Friday, September 04, 2009

Long-term Cooling Trend In Arctic Abruptly Reverses, Signaling Potential For Sea Rise

http://www.sciencedaily.com/releases/2009/09/090903163721.htm

ScienceDaily (Sep. 4, 2009) — Warming from greenhouse gases has trumped the Arctic's millennia-long natural cooling cycle, suggests new research. Although the Arctic has been receiving less energy from the summer sun for the past 8,000 years, Arctic summer temperatures began climbing in 1900 and accelerated after 1950.

The decade from 1999 to 2008 was the warmest in the Arctic in two millennia, scientists report in the journal Science. Arctic temperatures are now 2.2 degrees F (1.2 degrees C) warmer than in 1900.

To track Arctic temperatures 2,000 years into the past, the research team analyzed natural signals recorded in lake sediments, tree rings and ice cores. The natural archives are so detailed the team was able to reconstruct past Arctic temperatures decade by decade.

As part of a 21,000-year cycle, the Arctic has been getting progressively less summertime energy from the sun for the last 8,000 years. That decline won't reverse for another 4,000 years.
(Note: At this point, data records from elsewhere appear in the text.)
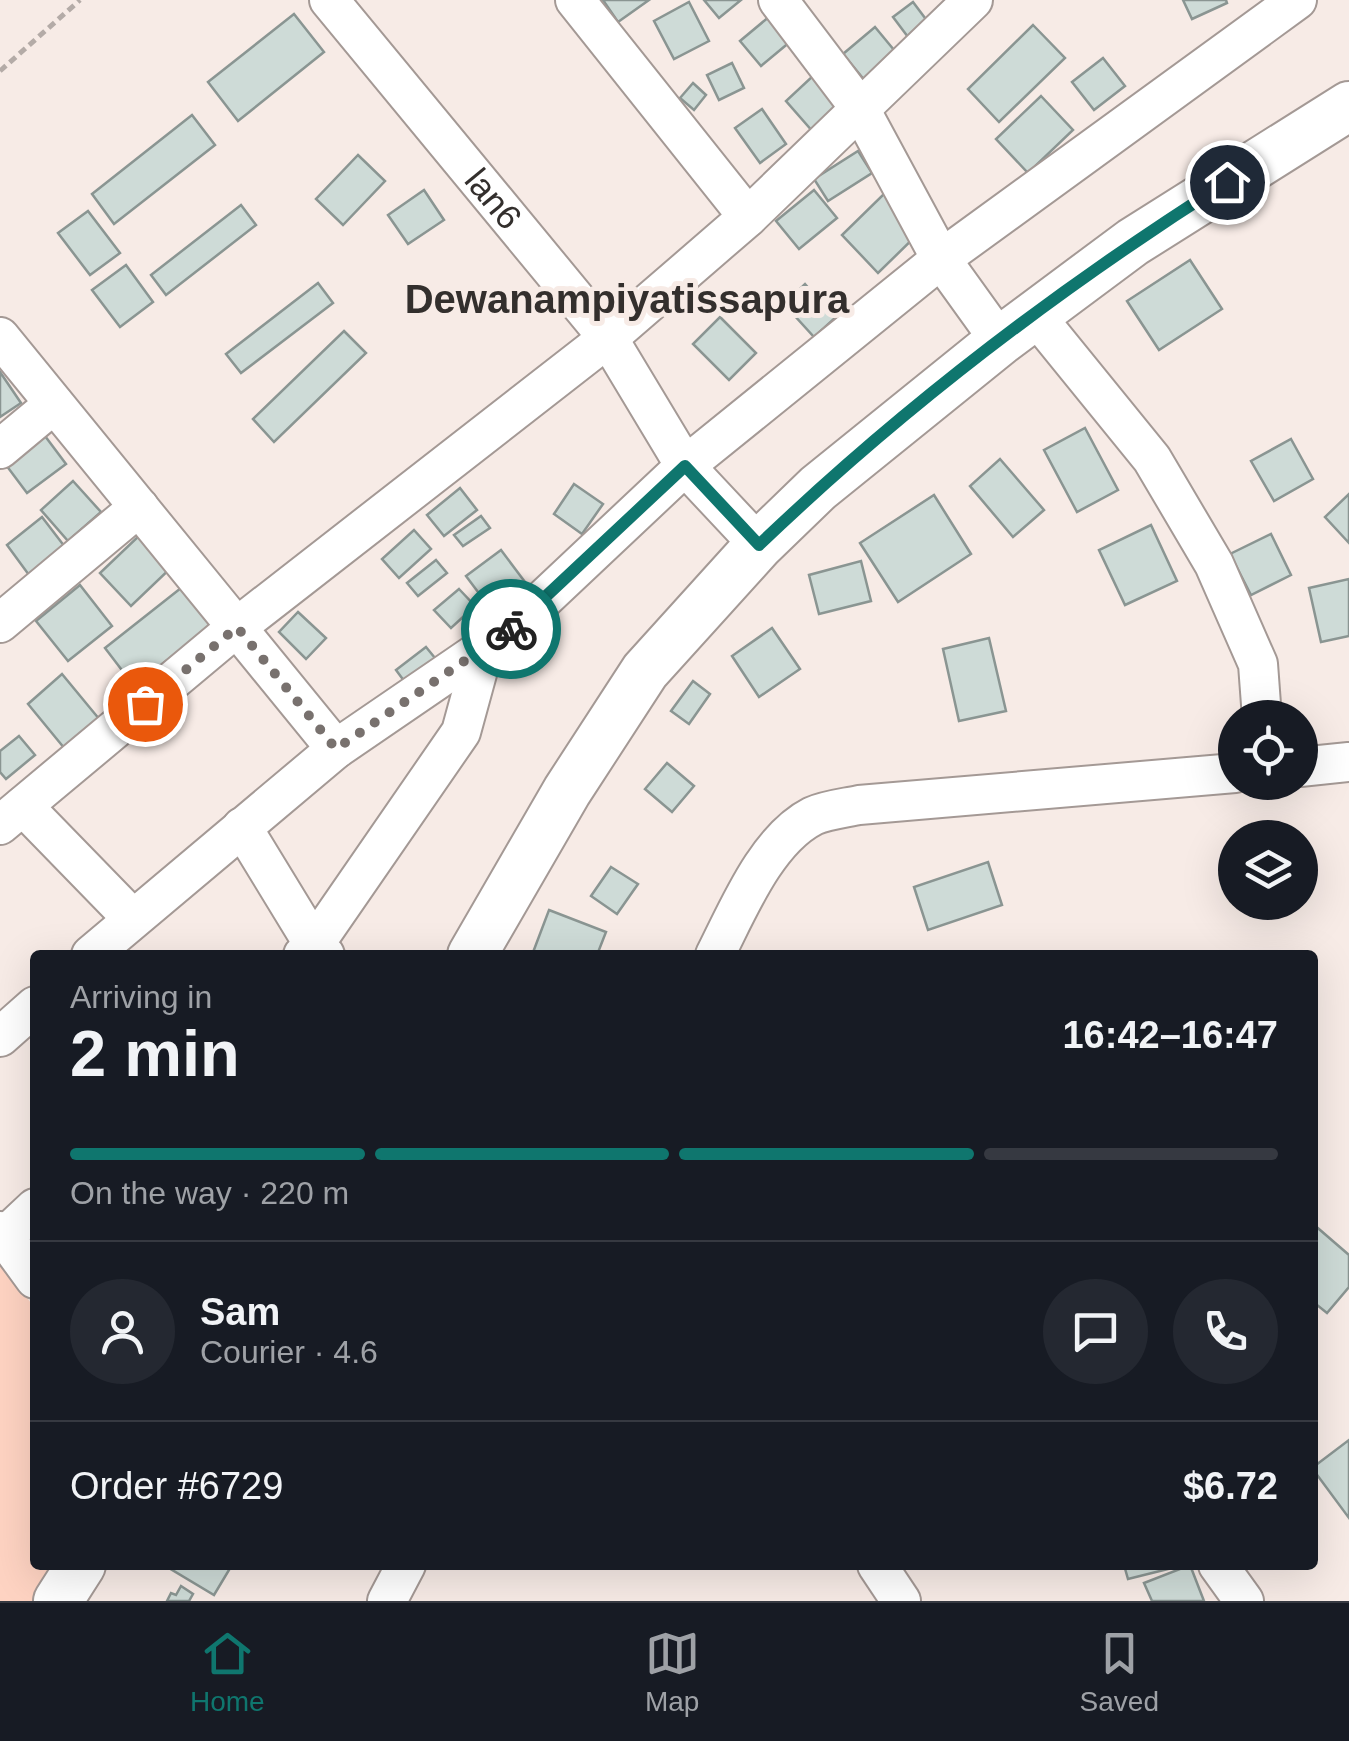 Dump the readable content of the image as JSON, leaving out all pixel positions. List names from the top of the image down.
{
  "streets": {
    "street": ["lan6"]
  },
  "districts": ["Dewanampiyatissapura"],
  "page": {
    "heading": ["2 min", "Arriving in", "16:42–16:47"],
    "panel": [
      "Sam",
      "Courier · 4.6",
      "Order #6729",
      "$6.72"
    ],
    "bar": "On the way · 220 m",
    "tabs": ["Home", "Map", "Saved"]
  }
}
The new research shows the Arctic was cooling from A.D. 1 until 1900, as expected. However, the Arctic began warming around 1900, according to both the natural archives and the instrumental records.

"The amount of energy we're getting from the sun in the 20th century continued to go down, but the temperature went up higher than anything we've seen in the last 2,000 years," said team member Nicholas P. McKay of The University of Arizona in Tucson.
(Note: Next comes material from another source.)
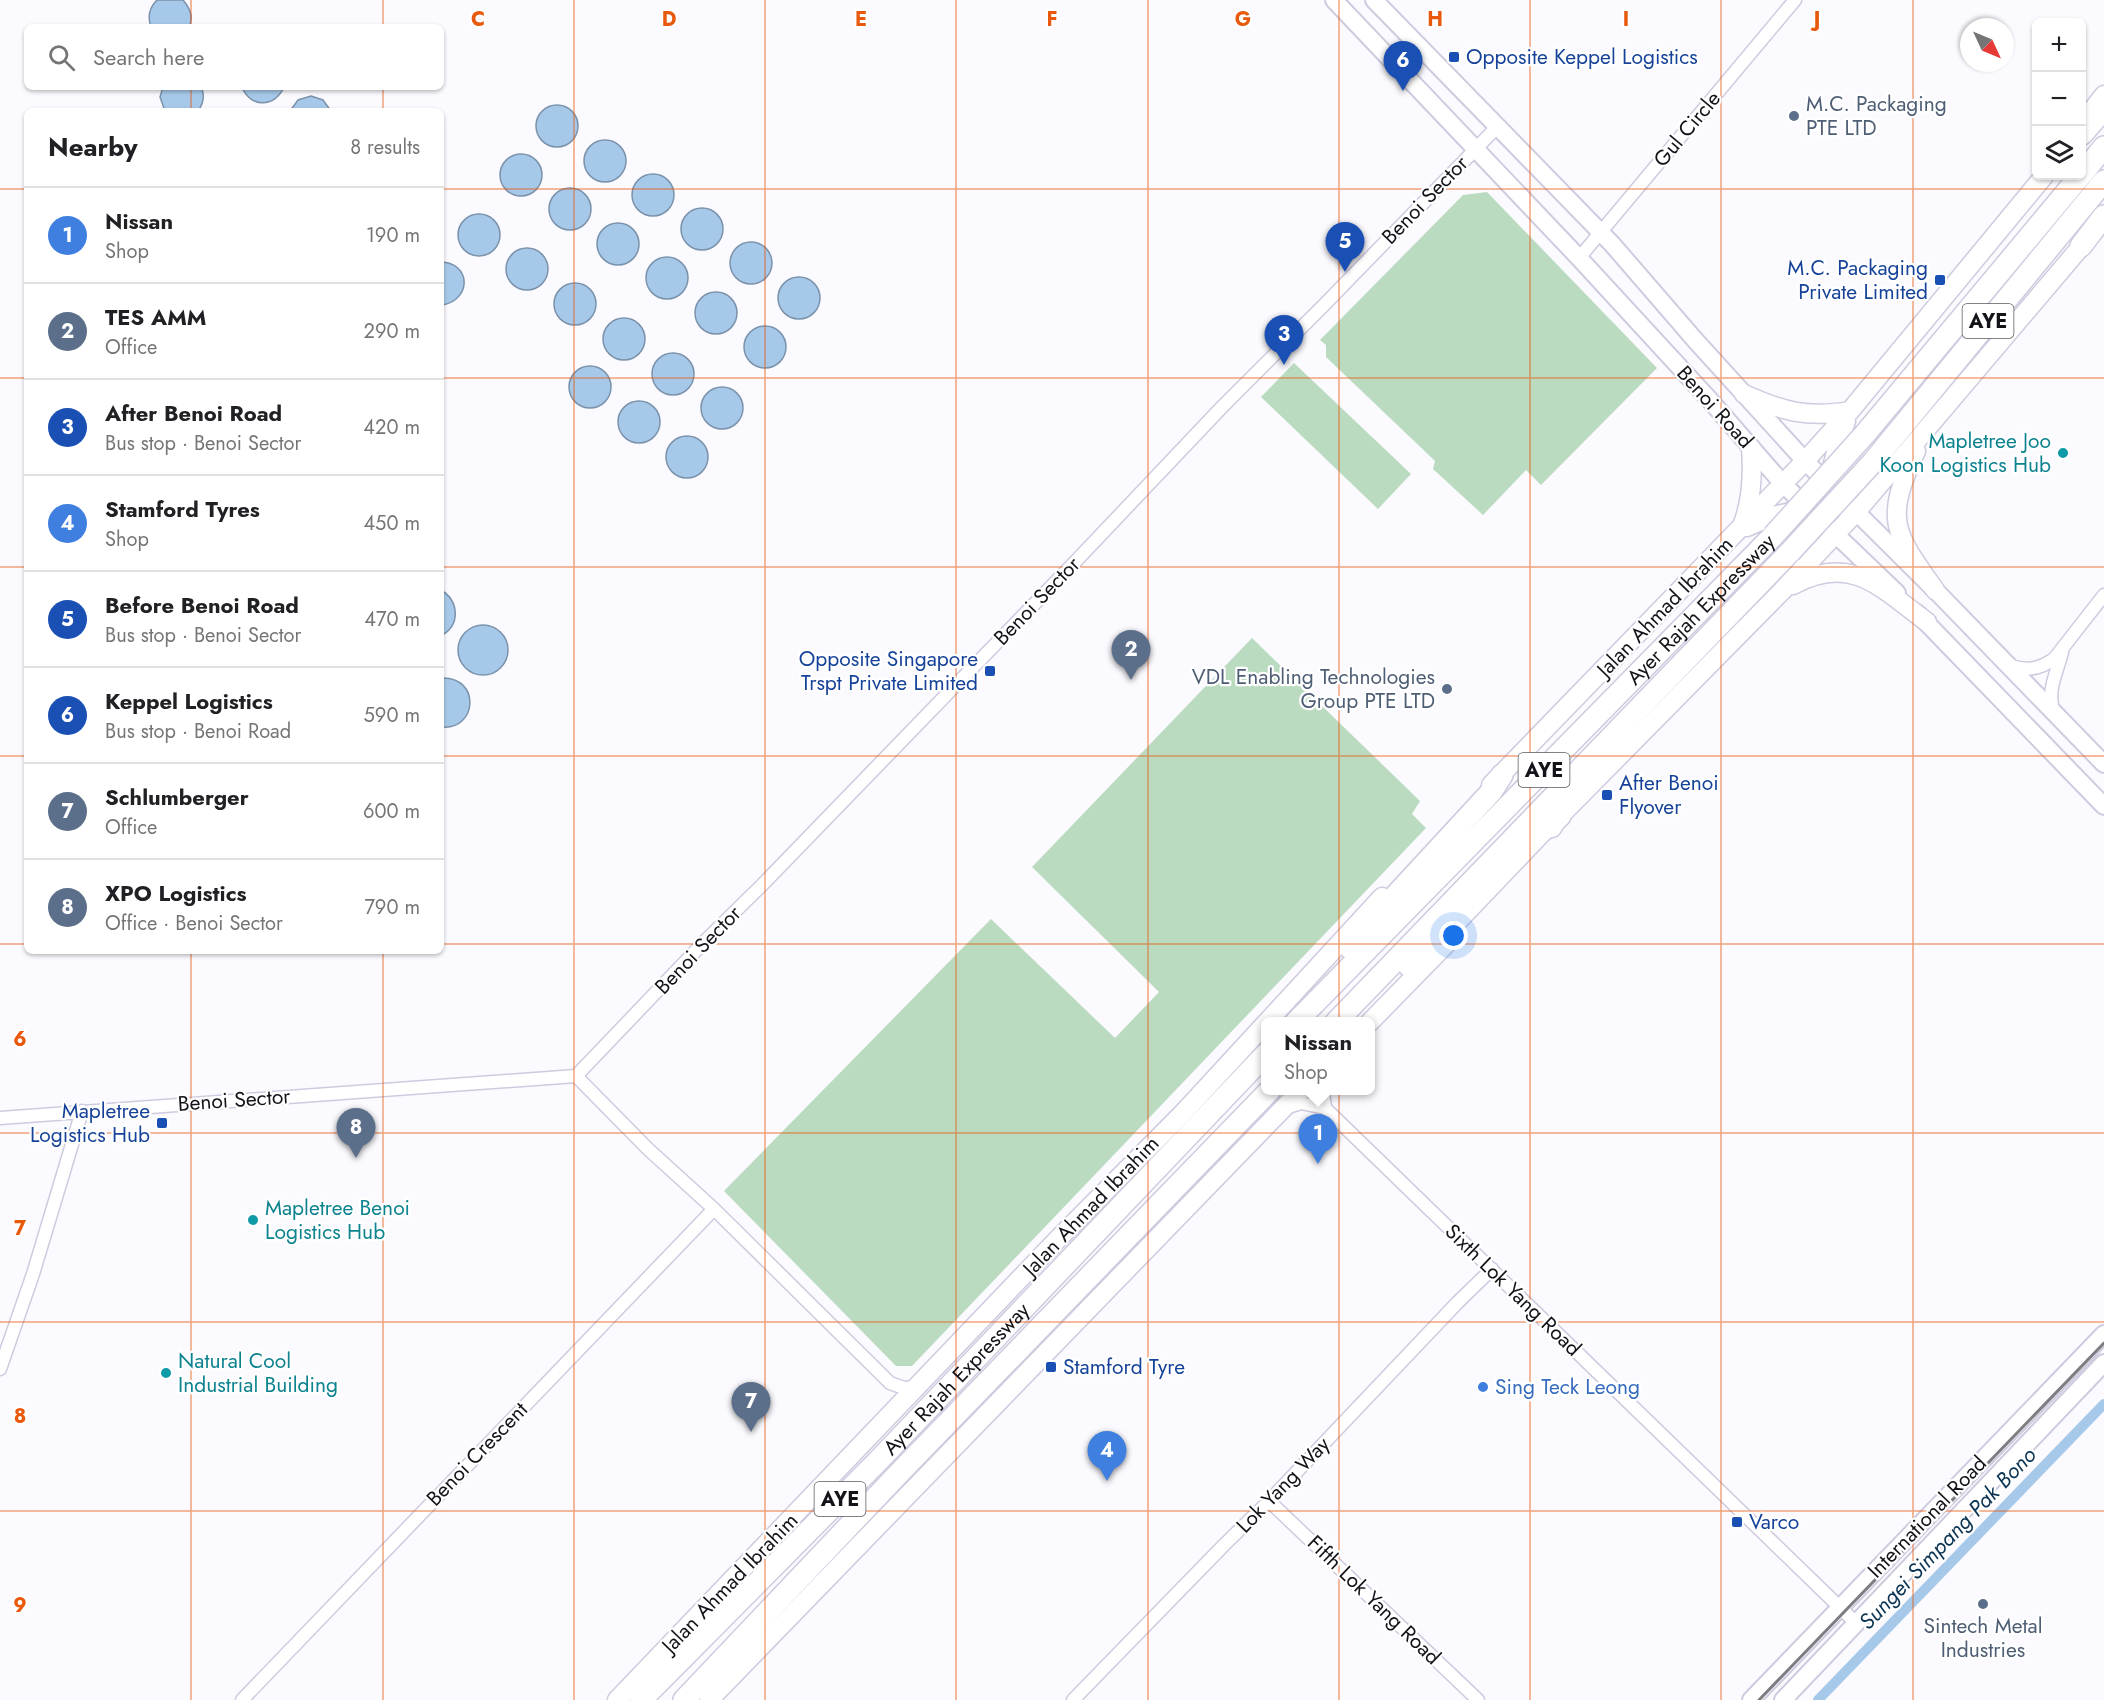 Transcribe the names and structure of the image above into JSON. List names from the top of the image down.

"The 20th century is the first century for which how much energy we're getting from the sun is no longer the most important thing governing the temperature of the Arctic," said McKay, a UA doctoral candidate in geosciences.
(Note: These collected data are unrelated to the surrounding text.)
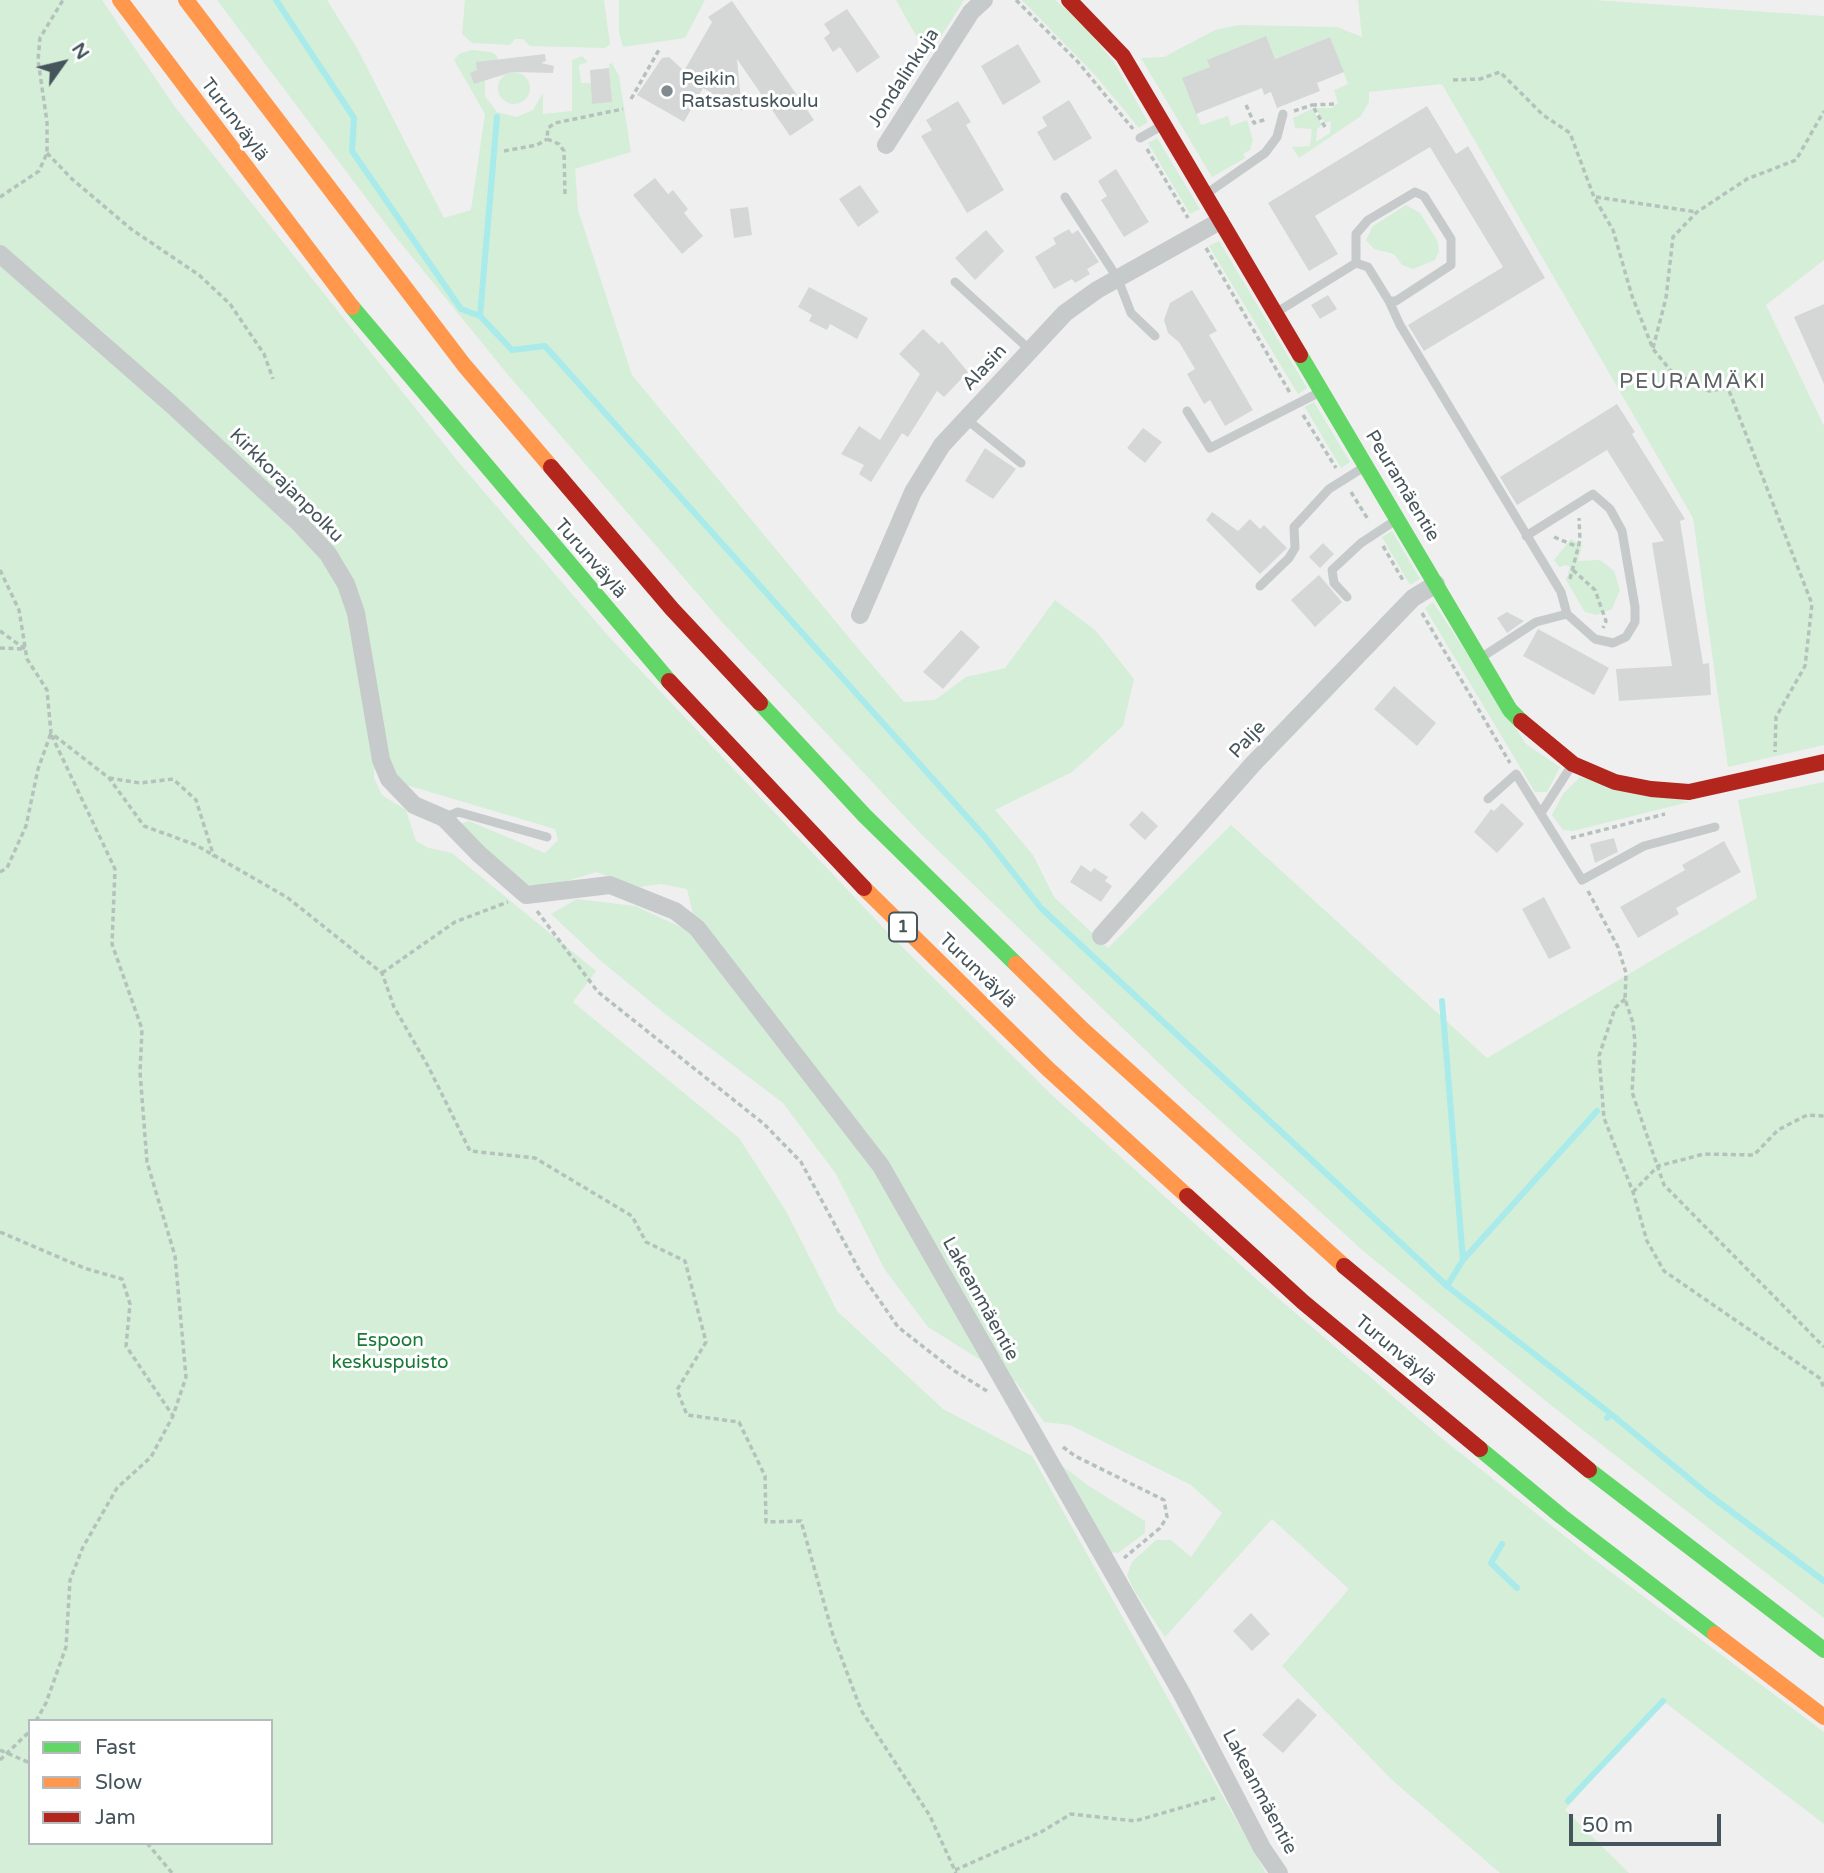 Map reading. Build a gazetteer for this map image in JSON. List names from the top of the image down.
{
  "streets": {
    "main road": ["Turunväylä", "Peuramäentie", "1"],
    "street": [
      "Jondalinkuja",
      "Alasin",
      "Kirkkorajanpolku",
      "Palje",
      "Lakeanmäentie"
    ]
  },
  "crossings": [
    ["Alasin", "Peuramäentie"],
    ["Kirkkorajanpolku", "Lakeanmäentie"],
    ["Peuramäentie", "Palje"]
  ],
  "districts": ["PEURAMÄKI"],
  "parks": ["Espoon keskuspuisto"],
  "places": ["Peikin Ratsastuskoulu"],
  "legend": ["Fast", "Slow", "Jam"],
  "scale_bar": "50 m",
  "north": "top right"
}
Greenhouse gases are the most likely cause of the recent rise in Arctic temperatures, said McKay and his co-author Jonathan T. Overpeck, a UA professor of geosciences and director of UA's Institute of the Environment.

Overpeck said, "The Arctic should be very sensitive to human-caused climate change, and our results suggest that indeed it is."

As the Arctic warms, the warming accelerates, he said, because there is less snow and ice to reflect solar energy back into space. Instead, the newly exposed dark soil and dark ocean surfaces absorb solar energy and warm further.

--------

The analysis shows that summer temperatures in the Arctic, in step with reduced energy from the sun, cooled at an average rate of about 0.36 degrees F (0.2 degrees C) per thousand years -- until the 20th century.

"The data tell a remarkably clear and consistent story," McKay said.

The scientists also compared their new work with climate reconstructions from a computer model of global climate based at the National Center for Atmospheric Research (NCAR) in Boulder, Colo.

The model's estimate of the reduction of seasonal sunlight in the Arctic and the resulting cooling was consistent with the analysis from natural archives. The finding gives scientists more confidence in computer projections of future Arctic temperatures.

The new study follows previous work showing that temperatures over the last century warmed almost three times faster in the Arctic than elsewhere in the Northern Hemisphere.

The finding has implications far beyond the Arctic, McKay and Overpeck said.

Warming in the Arctic may affect sea level rise, primarily from the melting of the great ice sheets, Overpeck said.

A warming Arctic affects weather in the southwestern U.S., McKay said. "Winter storms in the western U.S. are going further north than they used to -- and these are the same storms that bring our rain and snowfall."